In his 1975 autobiography "One Day I'll Forget My Trousers" host Pete Murray stated that he arrived to present this episode, only to find out that he'd been fired:
"On the seventh week (sic), I went up to Birmingham as usual on the appointed day, and as I walked in I saw Reg Watson. "Hello. What are you doing here?" he asked. Wondering whether perhaps this was an off-camera rule of the game that I hadn't yet learned, I said mildly: "What do you mean?" "Well, hasn't anyone told you?" [...] Reg put the matter succinctly. "You've been taken off the programme."

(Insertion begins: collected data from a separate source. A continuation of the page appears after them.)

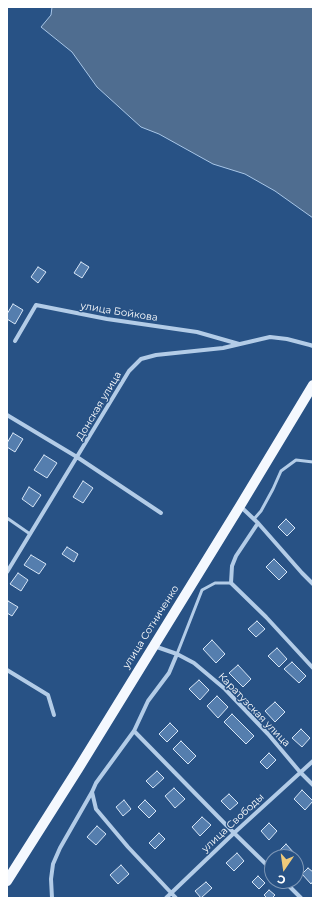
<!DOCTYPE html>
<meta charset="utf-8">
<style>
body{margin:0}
#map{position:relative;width:320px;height:905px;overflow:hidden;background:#285285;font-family:Montserrat,sans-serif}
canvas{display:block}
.frame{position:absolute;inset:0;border:8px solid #fff;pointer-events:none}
.north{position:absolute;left:264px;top:849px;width:40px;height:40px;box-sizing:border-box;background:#285285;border:1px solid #7e97b6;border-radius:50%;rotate:193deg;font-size:11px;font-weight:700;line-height:16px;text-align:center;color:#fff}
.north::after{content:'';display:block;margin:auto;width:14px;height:18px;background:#efca7a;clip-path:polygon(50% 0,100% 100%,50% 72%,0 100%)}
</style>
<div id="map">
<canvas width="320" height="905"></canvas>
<div class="frame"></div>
<div class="north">С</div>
</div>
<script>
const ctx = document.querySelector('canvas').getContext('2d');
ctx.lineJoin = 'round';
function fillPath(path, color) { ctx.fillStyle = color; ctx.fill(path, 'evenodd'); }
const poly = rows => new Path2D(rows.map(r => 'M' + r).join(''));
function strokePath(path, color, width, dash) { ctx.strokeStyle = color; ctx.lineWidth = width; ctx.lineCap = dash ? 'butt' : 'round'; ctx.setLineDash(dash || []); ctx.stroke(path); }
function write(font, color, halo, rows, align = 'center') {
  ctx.font = font + ' Montserrat,sans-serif'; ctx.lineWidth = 3; ctx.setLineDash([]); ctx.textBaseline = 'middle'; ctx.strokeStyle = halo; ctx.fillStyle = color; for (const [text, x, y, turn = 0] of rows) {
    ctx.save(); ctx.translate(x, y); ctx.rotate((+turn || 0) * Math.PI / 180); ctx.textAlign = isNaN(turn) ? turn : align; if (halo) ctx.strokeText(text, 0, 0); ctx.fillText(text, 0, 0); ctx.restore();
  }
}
const water = poly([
 [52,7,313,7,313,218,275,191,245,174,213,164,159,134,141,127,97,87,72,52,41,27,51,15,52,7]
]);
fillPath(water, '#4f6d90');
strokePath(water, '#a8c6e7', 1);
const building = poly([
 [81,262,89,267,82,278,74,273,81,262],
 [38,267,46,272,38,283,31,277,38,267],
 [13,304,23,310,15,324,7,319,7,314,13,304],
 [13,433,23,439,15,452,7,447,7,443,13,433],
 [44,455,57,463,47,478,34,470,44,455],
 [83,481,93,488,83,503,73,497,83,481],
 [29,487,41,495,33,507,22,499,29,487],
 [286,519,295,528,287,536,278,527,286,519],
 [67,547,78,554,74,562,62,554,67,547],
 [31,555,46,564,39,574,24,565,31,555],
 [274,559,287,572,279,580,266,567,274,559],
 [18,573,28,580,21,591,10,584,18,573],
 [8,601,18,607,12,616,7,613,7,603,8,601],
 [257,621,265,629,256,637,248,629,257,621],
 [212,640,225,654,216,663,203,649,212,640],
 [277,648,287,659,279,667,268,656,277,648],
 [292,662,306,676,299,683,284,669,292,662],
 [238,665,251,679,243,687,229,673,238,665],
 [199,680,209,690,200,700,189,689,199,680],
 [217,696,228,707,218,718,207,706,217,696],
 [275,702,285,712,275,722,265,711,275,702],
 [232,714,254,736,246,744,224,722,232,714],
 [170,723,178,731,167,742,159,734,170,723],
 [301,729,310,738,302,747,292,738,301,729],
 [181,741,196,756,188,764,173,749,181,741],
 [269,753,276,760,267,769,260,762,269,753],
 [157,771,164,778,153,788,146,781,157,771],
 [174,788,185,799,175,808,165,796,174,788],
 [302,790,313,801,305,810,294,799,302,790],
 [229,794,238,803,230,810,221,801,229,794],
 [124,800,131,809,123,816,116,807,124,800],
 [145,800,156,811,149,818,138,807,145,800],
 [202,817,211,825,200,836,192,827,202,817],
 [269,823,277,831,269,840,261,831,269,823],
 [97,826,106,834,96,845,87,837,97,826],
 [159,833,165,839,155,849,149,843,159,833],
 [286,844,294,853,290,857,285,857,279,851,286,844],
 [237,853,244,861,234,871,226,863,237,853],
 [121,865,129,874,118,884,110,875,121,865],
 [308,868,313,872,313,881,311,884,302,874,308,868],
 [258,876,265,883,259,889,252,882,258,876],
 [206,882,212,888,201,898,195,891,206,882],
 [269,890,275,895,272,898,267,898,264,895,269,890]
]);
fillPath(building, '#557eae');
strokePath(building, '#d6e5f6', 1);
strokePath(poly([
 [7,518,30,534],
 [254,519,261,511,273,489,281,471,296,460,313,462],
 [177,654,202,590,215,583,231,583]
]), '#b3cce7', 3);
strokePath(poly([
 [15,341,36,305,107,319,197,332,239,344],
 [7,415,77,457,161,513],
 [240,506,258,523,302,573,313,584],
 [258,523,236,556,232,566,231,583,266,617,313,668],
 [7,572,129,371,141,359,156,355,223,348,270,337,287,339,310,345,313,346],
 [154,646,177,654,194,663,225,689,268,734,300,772,313,785],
 [7,670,48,695,54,715],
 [134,731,234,833,272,870],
 [92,792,96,809,128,847,176,898],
 [284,881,301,898],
 [52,898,51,879,53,864,60,848,92,792,96,783,134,731,148,701,169,673,177,654],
 [166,898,234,833,313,761]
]), '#b3cce7', 4);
strokePath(poly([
 [7,881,78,769,240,506,313,385]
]), '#f4f8fe', 10);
write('10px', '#fff', '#285285', [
 ["улица Бойкова",119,312,9],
 ["Донская улица",99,406,-59],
 ["улица Сотниченко",151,627,-58],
 ["Каратузская улица",254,710,46],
 ["улица Свободы",233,823,-43]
]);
</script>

This situation made me unhappy. Very unhappy. My unhappiness communicated itself to them, and I think they too were unhappy. They told me that that day's programme was to be done at the Ideal Home Exhibition in Birmingham, and that my place would be taken by Jerry Desmonde. I said that that was the first I had heard of it, and indicated that I was becoming unhappier by the minute.
So they said: "Tell you what we'll do. We'll put you on with Jerry and thank you for having been on the programme." This they did, and having done so presented me with what I took to be the consolation prize of a Kenwood Mixer. Since the nearest I get to cooking is pouring water over a tea-bag, this was no consolation whatsoever. I said as much to my agent. My agent said that he had been told, but that he didn't want to hurt my feelings!

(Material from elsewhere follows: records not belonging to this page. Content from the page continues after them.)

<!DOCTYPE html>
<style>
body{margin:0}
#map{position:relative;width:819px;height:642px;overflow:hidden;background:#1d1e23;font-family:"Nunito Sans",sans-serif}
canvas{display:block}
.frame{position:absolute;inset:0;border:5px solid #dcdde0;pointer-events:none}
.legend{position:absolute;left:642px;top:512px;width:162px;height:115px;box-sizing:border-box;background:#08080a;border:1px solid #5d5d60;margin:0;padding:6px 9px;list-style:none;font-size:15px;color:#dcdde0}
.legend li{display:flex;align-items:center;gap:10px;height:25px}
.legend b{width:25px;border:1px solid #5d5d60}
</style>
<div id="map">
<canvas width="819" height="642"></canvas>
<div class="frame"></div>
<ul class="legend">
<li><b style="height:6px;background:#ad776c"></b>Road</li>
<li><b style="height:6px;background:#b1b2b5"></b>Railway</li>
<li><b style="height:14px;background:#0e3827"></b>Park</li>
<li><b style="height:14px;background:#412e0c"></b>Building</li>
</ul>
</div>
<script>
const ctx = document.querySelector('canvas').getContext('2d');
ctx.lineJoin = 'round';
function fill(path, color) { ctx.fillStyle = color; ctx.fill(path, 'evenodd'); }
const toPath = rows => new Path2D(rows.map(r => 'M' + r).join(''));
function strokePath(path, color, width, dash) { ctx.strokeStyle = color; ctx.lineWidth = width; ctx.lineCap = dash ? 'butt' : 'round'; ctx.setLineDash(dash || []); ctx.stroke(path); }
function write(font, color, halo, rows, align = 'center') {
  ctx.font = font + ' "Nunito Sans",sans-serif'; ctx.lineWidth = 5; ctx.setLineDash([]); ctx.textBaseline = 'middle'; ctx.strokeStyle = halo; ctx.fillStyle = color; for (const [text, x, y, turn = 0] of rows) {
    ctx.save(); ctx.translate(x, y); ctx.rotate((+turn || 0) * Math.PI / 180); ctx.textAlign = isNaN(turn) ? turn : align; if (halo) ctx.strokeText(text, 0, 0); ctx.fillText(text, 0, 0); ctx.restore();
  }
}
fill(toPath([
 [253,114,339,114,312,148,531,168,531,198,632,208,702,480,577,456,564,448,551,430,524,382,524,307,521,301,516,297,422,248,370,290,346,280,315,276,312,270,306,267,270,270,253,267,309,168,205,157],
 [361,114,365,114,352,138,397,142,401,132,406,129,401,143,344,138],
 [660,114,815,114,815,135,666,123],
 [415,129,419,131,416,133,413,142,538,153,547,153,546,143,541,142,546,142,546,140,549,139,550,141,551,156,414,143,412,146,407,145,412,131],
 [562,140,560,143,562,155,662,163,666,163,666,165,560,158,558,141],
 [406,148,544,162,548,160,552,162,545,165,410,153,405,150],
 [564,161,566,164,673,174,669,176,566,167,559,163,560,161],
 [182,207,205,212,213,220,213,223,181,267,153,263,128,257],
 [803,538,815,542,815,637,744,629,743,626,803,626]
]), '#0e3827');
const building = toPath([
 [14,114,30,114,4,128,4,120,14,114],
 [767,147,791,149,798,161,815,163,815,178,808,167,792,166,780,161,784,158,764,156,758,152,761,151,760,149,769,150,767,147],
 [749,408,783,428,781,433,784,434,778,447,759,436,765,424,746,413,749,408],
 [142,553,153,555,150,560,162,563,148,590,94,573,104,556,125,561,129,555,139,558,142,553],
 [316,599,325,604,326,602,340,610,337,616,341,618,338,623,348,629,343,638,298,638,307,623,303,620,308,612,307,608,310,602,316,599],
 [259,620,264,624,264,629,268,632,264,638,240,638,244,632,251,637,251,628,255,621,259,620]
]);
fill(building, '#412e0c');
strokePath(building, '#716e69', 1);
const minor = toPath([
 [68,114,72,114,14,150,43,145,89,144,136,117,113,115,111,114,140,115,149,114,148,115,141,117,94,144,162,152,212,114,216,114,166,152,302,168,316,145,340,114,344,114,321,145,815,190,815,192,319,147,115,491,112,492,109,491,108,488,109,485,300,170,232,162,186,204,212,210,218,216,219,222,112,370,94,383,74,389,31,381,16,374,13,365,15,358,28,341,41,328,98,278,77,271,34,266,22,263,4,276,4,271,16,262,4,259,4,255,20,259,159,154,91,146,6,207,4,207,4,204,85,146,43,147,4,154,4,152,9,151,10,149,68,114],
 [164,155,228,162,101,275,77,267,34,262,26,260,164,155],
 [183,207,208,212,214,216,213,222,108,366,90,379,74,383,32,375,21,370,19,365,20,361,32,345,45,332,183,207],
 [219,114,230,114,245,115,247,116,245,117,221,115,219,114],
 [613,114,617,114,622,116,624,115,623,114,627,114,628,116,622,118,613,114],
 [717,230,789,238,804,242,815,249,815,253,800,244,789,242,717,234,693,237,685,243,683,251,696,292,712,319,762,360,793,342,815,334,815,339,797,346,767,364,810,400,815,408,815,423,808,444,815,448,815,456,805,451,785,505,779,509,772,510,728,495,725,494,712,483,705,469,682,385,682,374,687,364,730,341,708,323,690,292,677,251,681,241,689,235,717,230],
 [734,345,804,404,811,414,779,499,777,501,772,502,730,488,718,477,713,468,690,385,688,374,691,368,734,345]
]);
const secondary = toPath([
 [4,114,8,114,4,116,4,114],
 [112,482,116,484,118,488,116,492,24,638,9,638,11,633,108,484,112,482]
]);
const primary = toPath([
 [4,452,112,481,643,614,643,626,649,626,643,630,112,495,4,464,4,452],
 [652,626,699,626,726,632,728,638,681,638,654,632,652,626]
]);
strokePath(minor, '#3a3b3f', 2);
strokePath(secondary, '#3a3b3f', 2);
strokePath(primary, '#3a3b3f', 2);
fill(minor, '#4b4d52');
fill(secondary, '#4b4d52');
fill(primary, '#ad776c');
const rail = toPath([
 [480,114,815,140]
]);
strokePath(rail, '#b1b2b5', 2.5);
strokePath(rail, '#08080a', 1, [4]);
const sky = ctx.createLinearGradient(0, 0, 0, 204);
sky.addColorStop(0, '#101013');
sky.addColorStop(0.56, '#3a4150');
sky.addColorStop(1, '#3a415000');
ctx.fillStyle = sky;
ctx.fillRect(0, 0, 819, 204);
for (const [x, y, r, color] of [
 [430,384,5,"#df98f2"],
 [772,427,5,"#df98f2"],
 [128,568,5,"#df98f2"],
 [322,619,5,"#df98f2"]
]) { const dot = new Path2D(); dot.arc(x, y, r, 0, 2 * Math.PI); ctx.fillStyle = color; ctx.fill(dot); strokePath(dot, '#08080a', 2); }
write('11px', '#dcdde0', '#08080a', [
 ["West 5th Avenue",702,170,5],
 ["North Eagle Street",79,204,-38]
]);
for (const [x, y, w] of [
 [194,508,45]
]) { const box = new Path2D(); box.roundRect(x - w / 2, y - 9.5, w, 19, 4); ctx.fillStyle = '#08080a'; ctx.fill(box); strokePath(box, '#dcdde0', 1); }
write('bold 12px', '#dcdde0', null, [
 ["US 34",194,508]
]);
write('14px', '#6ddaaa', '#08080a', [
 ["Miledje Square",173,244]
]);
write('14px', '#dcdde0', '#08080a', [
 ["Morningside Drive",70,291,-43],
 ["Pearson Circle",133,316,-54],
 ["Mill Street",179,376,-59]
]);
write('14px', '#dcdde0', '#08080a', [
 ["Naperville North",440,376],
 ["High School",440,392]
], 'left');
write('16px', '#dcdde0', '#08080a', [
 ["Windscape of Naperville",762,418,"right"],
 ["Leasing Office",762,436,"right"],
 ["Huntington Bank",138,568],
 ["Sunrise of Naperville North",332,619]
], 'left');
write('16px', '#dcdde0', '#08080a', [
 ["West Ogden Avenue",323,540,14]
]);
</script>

"That's all very well," I said, "but how the hell do you think I felt when I got there?" He had no answer. Maybe they had told him about the Kenwood Mixer... certainly he never asked for a percentage on it. [...] I was determined never to do rubbish like 'Hit the Limit' again, especially having seen poor Jerry Desmonde, my successor, come to similar grief through a similar inability to impart the rules to the contestants. (They then got a third compere, and "changed the rules', though since no-one knew what they were in the first place, it beat me how they were able to change them)."